**What you have to do:**
Only the lines that contain the string "supermarket" belong in the answer; pull them from the records.
[Start of Attachment]
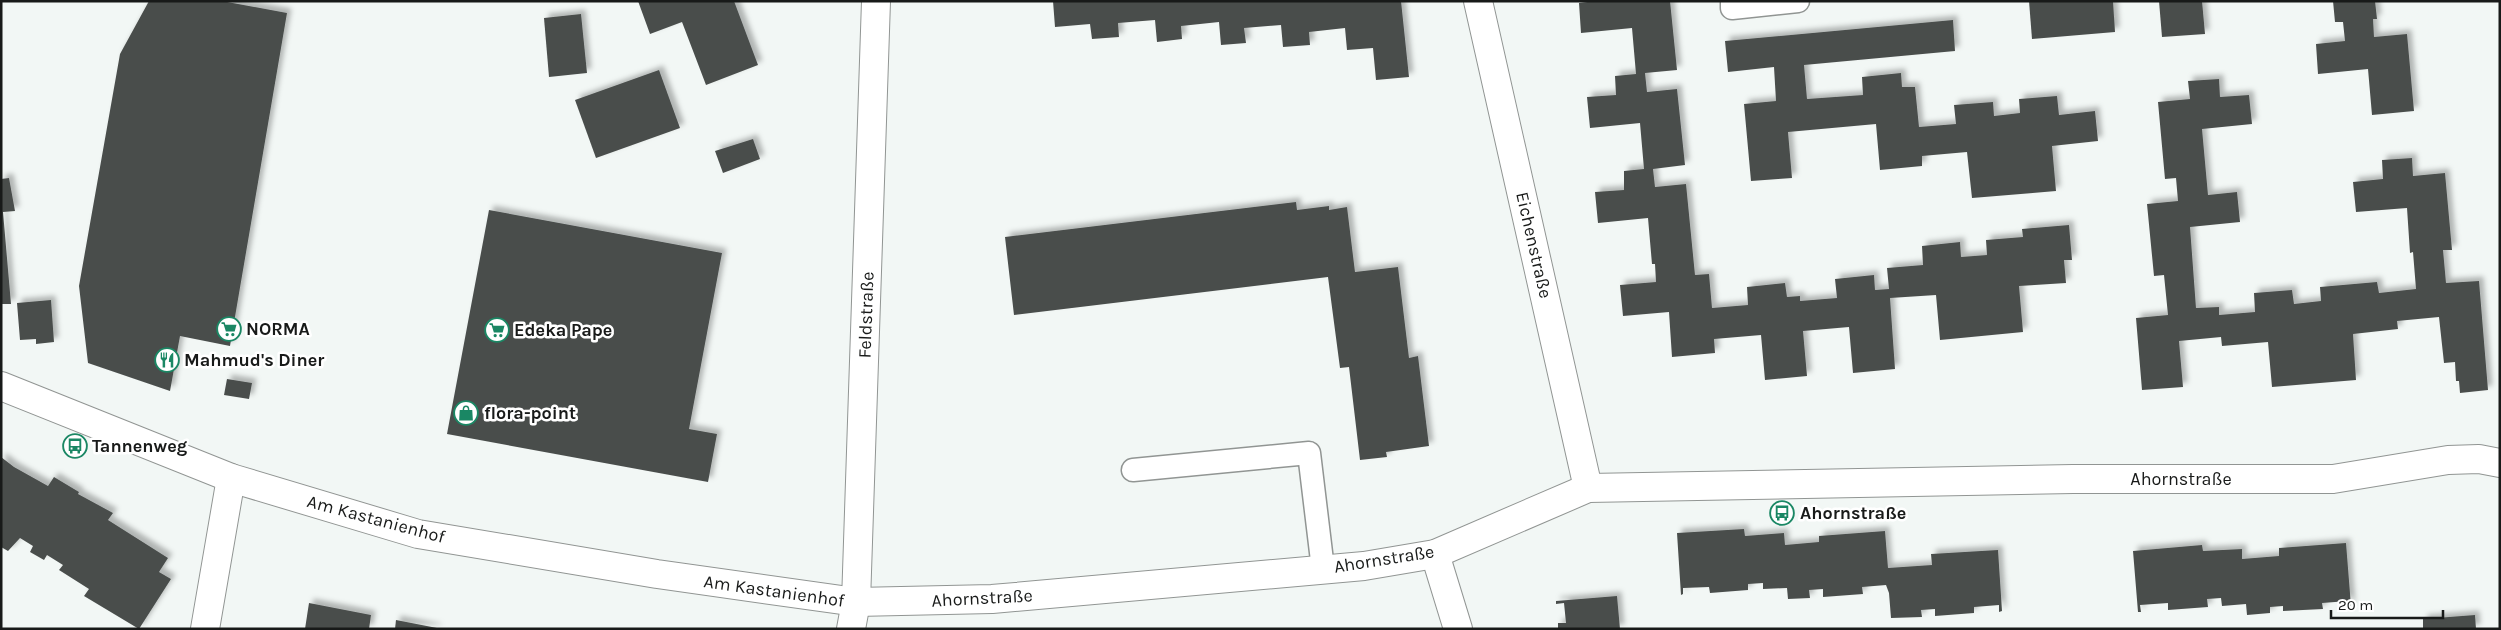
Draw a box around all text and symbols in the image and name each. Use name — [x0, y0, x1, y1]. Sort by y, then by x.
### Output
street label: Eichenstraße — [1511, 190, 1557, 300]
street label: Feldstraße — [853, 271, 879, 359]
supermarket icon: NORMA — [216, 316, 242, 342]
supermarket icon: Edeka Pape — [484, 317, 510, 343]
place label: NORMA — [246, 318, 310, 340]
place label: Edeka Pape — [514, 319, 612, 341]
restaurant icon: Mahmud's Diner — [154, 347, 180, 373]
place label: Mahmud's Diner — [184, 349, 324, 371]
shop icon: flora-point — [453, 400, 479, 426]
place label: flora-point — [484, 402, 576, 424]
bus stop icon: Tannenweg — [62, 433, 88, 459]
place label: Tannenweg — [92, 435, 188, 457]
street label: Ahornstraße — [2130, 468, 2232, 490]
street label: Am Kastanienhof — [305, 490, 448, 548]
bus stop icon: Ahornstraße — [1769, 500, 1795, 526]
place label: Ahornstraße — [1800, 502, 1906, 524]
street label: Ahornstraße — [1332, 540, 1436, 578]
street label: Am Kastanienhof — [702, 570, 846, 612]
street label: Ahornstraße — [931, 584, 1033, 612]
scale bar — [2331, 588, 2444, 620]
text: 20 m — [2338, 596, 2373, 614]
[End of Attachment]
**Task solution:**
supermarket icon: NORMA — [216, 316, 242, 342]
supermarket icon: Edeka Pape — [484, 317, 510, 343]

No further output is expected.